I can't believe a month has gone by since I arrived in Monrovia! A month feels like a long time and no time at all with the pace at which things happen here. On the one hand, things move slowly...getting anything done (even something as simple as a blood pressure, and even in an emergency situation) can feel like it takes ages. On the other hand, time flies by as the days that are packed with dozens of sick patients needing various evaluations and interventions.
I thought a month was enough time to share a bit about what my day looks like here. Because there is a residency program, a lot of aspects of the day are familiar, with a Liberian twist :) No days are exactly alike but they tend to have a general pattern, something that goes like this:
6:10 am: alarm goes off. Depending on how late I stayed up worrying about this or that sick patient, I either hop out of bed to do a quick home workout or scroll through my phone a bit. I drink a ton of water as there's no clean water to refill my nalgene bottle with at work and take my anti-malarial pill. I usually listen to a podcast or audiobook while getting dressed ready to go. Liberian doctors tend to dress pretty formally (and have great style) so unless you're on call no one wears scrubs- they will typically dress in business attire with a lot of beautifully patterned custom-made dresses and suits sewn from lappa fabric (more on that another day.) I usually wear business attire and a white coat with a small notebook, pen and the WHO blue book (basically a global health pediatric bible) in the pockets.
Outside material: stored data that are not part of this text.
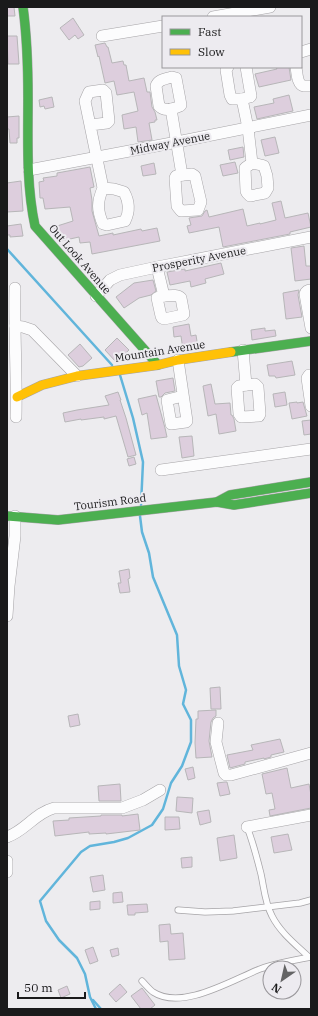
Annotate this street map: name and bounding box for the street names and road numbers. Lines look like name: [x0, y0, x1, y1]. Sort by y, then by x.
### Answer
street label: Midway Avenue: [129, 128, 211, 158]
street label: Out Look Avenue: [46, 221, 114, 297]
street label: Prosperity Avenue: [151, 243, 247, 275]
street label: Mountain Avenue: [114, 337, 206, 365]
street label: Tourism Road: [73, 491, 147, 513]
7:00 am: the sun has started rising just enough that its safe to walk to work (as someone who is obviously Western you can't really blend in here, and petty crimes aren't uncommon.) I usually bring my breakfast to work- a banana, coffee and peanut butter smoothie that I may have become slightly addicted to. The hospital is 15 minutes away and if the weather is nice I get to catch a beautiful sunrise through the Sahara dust that blankets the atmosphere during the dry season.
7:15 am: I arrive in the pediatric emergency room to pre-round. The room is shaped like a T- the base of the T has a a row of chairs on one side where patients who have been triaged wait to be seen, and a large desk and chairs on the the other side where the docs can sit and review charts, interview patients and document. Unless there is an active resuscitation going on (which isn't that uncommon,) I sit down here and review the charts.
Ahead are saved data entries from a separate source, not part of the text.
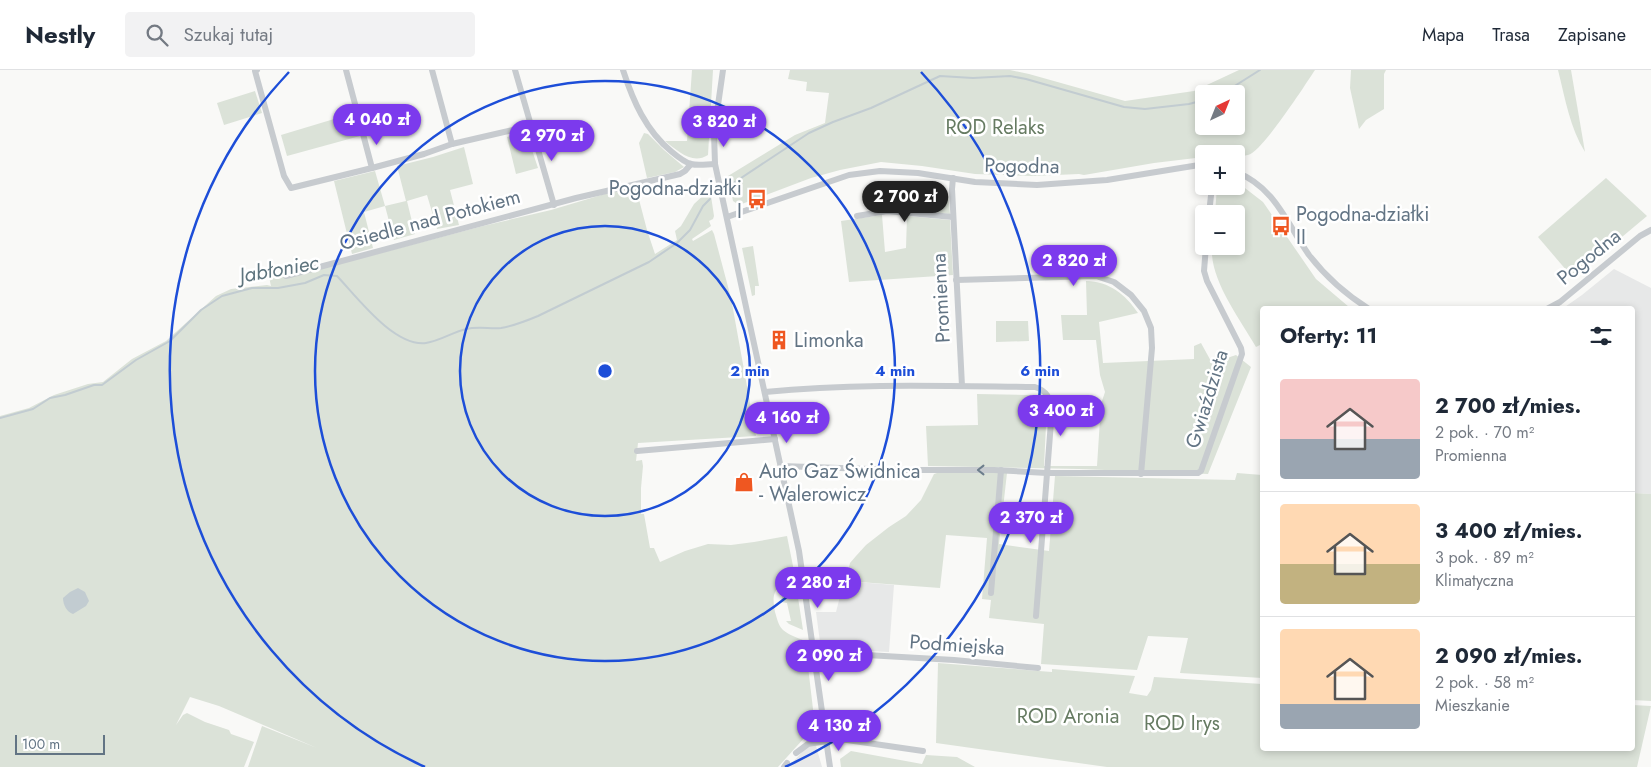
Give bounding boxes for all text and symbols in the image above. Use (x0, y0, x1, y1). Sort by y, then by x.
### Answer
search box (125, 12, 475, 57)
text: Nestly (25, 17, 95, 52)
icon: search (143, 21, 171, 49)
text: Szukaj tutaj (183, 21, 273, 48)
text: Mapa (1422, 22, 1464, 48)
text: Trasa (1492, 22, 1530, 48)
text: Zapisane (1558, 22, 1626, 48)
north arrow (1195, 85, 1245, 135)
map controls (1195, 85, 1245, 255)
pin: 4 040 zł (325, 104, 429, 146)
pin: 3 820 zł (672, 106, 776, 148)
text: 4 040 zł (344, 108, 410, 131)
text: 3 820 zł (692, 110, 756, 133)
park label: ROD Relaks (945, 113, 1045, 142)
pin: 2 970 zł (500, 119, 604, 162)
text: 2 970 zł (520, 124, 584, 147)
button: + (1195, 145, 1245, 195)
street label: Pogodna (984, 151, 1060, 181)
place label: Pogodna-działki I (609, 174, 742, 226)
pin: 2 700 zł (853, 180, 957, 223)
street label: Osiedle nad Potokiem (336, 182, 524, 258)
text: 2 700 zł (873, 185, 937, 208)
bus stop icon: Pogodna-działki I (746, 188, 768, 210)
place label: Pogodna-działki II (1296, 200, 1429, 252)
button: − (1195, 205, 1245, 255)
bus stop icon: Pogodna-działki II (1270, 215, 1292, 237)
street label: Pogodna (1551, 222, 1627, 292)
pin: 2 820 zł (1022, 244, 1126, 287)
water label: Jabłoniec (233, 247, 321, 291)
text: 2 820 zł (1042, 249, 1106, 272)
street label: Promienna (924, 252, 958, 344)
text: Oferty: 11 (1280, 321, 1377, 351)
icon: filters (1587, 322, 1615, 350)
place label: Limonka (794, 326, 864, 355)
building icon: Limonka (768, 329, 790, 351)
street label: Gwiaździsta (1178, 346, 1236, 452)
text: 2 min (730, 360, 770, 382)
text: 4 min (875, 360, 915, 382)
text: 6 min (1020, 360, 1060, 382)
centre of rings (596, 362, 614, 380)
text: 2 700 zł/mies. (1435, 391, 1581, 421)
pin: 3 400 zł (1009, 394, 1113, 437)
text: 3 400 zł (1029, 399, 1093, 422)
icon: home (1320, 399, 1380, 459)
pin: 4 160 zł (735, 402, 839, 444)
text: 4 160 zł (756, 406, 818, 429)
text: 2 pok. · 70 m² (1435, 421, 1534, 444)
text: Promienna (1435, 444, 1507, 467)
place label: Auto Gaz Świdnica - Walerowicz (759, 457, 920, 509)
one-way arrow (977, 465, 984, 475)
shop icon: Auto Gaz Świdnica - Walerowicz (733, 471, 755, 493)
pin: 2 370 zł (979, 502, 1083, 544)
text: 2 370 zł (1000, 506, 1062, 529)
text: 3 400 zł/mies. (1435, 516, 1582, 546)
icon: home (1320, 524, 1380, 584)
text: 3 pok. · 89 m² (1435, 546, 1534, 569)
pin: 2 280 zł (766, 566, 870, 609)
text: Klimatyczna (1435, 569, 1514, 592)
text: 2 280 zł (786, 571, 850, 594)
street label: Podmiejska (908, 627, 1006, 663)
pin: 2 090 zł (777, 640, 881, 682)
text: 2 090 zł/mies. (1435, 641, 1583, 671)
text: 2 090 zł (797, 644, 861, 667)
icon: home (1320, 649, 1380, 709)
text: 2 pok. · 58 m² (1435, 671, 1534, 694)
text: Mieszkanie (1435, 694, 1510, 717)
park label: ROD Aronia (1017, 702, 1119, 731)
park label: ROD Irys (1144, 709, 1220, 738)
pin: 4 130 zł (787, 710, 891, 752)
text: 4 130 zł (808, 714, 870, 737)
scale bar (15, 732, 105, 755)
text: 100 m (22, 734, 60, 754)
The top horizontal bar of the T contains 8 patient beds (there's also two doors to the left- one leading to the outpatient department, one to another room for patients who will have shorter admissions.) These are the sickest and/or newest patients. After reviewing the vitals, notes, diagnosis and medications served, my goal is to examine all of these kiddos before 8 am. Because of the aforementioned codes/high acuity (new sick patients arrive all the time, or I may get caught up addressing a patient who is getting worse right in front of me), this doesn't happen as much as I'd like. You just kind of have to take things as they come here.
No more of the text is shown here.